## Working data
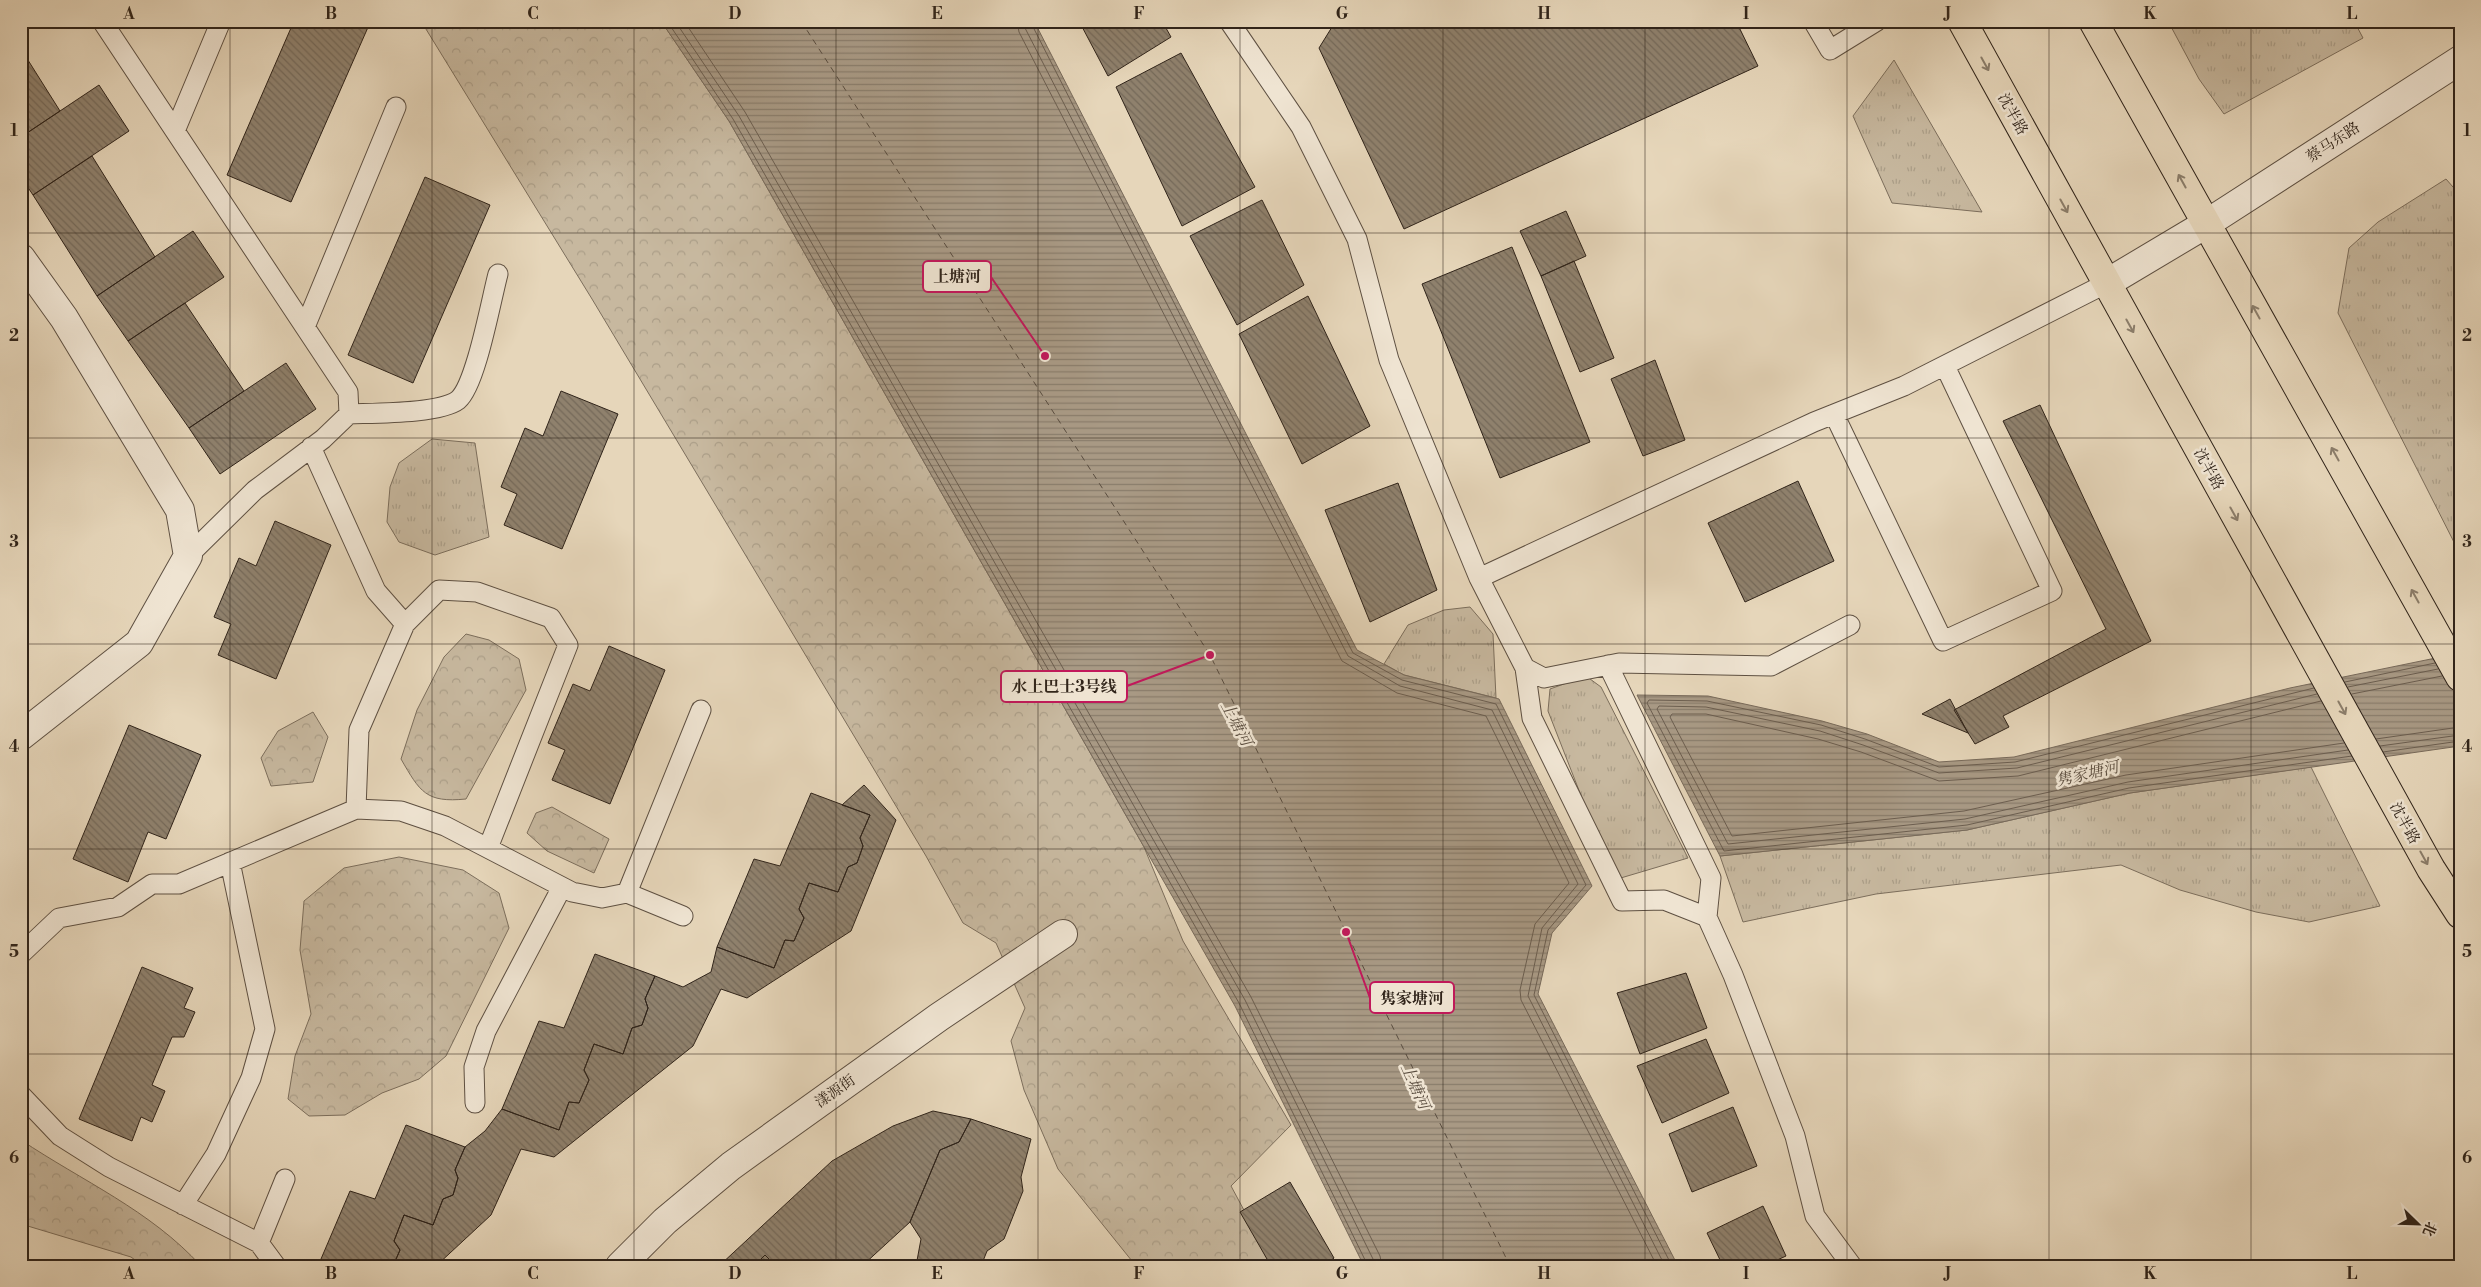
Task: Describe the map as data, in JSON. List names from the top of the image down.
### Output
{
  "streets": {
    "main road": ["沈半路"],
    "street": ["蔡马东路", "漾源街"]
  },
  "crossings": [
    ["沈半路", "蔡马东路"]
  ],
  "water": ["上塘河", "隽家塘河"],
  "places": ["上塘河", "水上巴士3号线", "隽家塘河"],
  "north": "bottom right",
  "grid": {
    "columns": [
      "A",
      "B",
      "C",
      "D",
      "E",
      "F",
      "G",
      "H",
      "I",
      "J",
      "K",
      "L"
    ],
    "rows": [
      "1",
      "2",
      "3",
      "4",
      "5",
      "6"
    ]
  }
}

## Assignment
Print every line of the listing exactly, please, and leave the images out.

## Solution to the exercise
Task: Describe the map as data, in JSON. List names from the top of the image down.
### Output
{
  "streets": {
    "main road": ["沈半路"],
    "street": ["蔡马东路", "漾源街"]
  },
  "crossings": [
    ["沈半路", "蔡马东路"]
  ],
  "water": ["上塘河", "隽家塘河"],
  "places": ["上塘河", "水上巴士3号线", "隽家塘河"],
  "north": "bottom right",
  "grid": {
    "columns": [
      "A",
      "B",
      "C",
      "D",
      "E",
      "F",
      "G",
      "H",
      "I",
      "J",
      "K",
      "L"
    ],
    "rows": [
      "1",
      "2",
      "3",
      "4",
      "5",
      "6"
    ]
  }
}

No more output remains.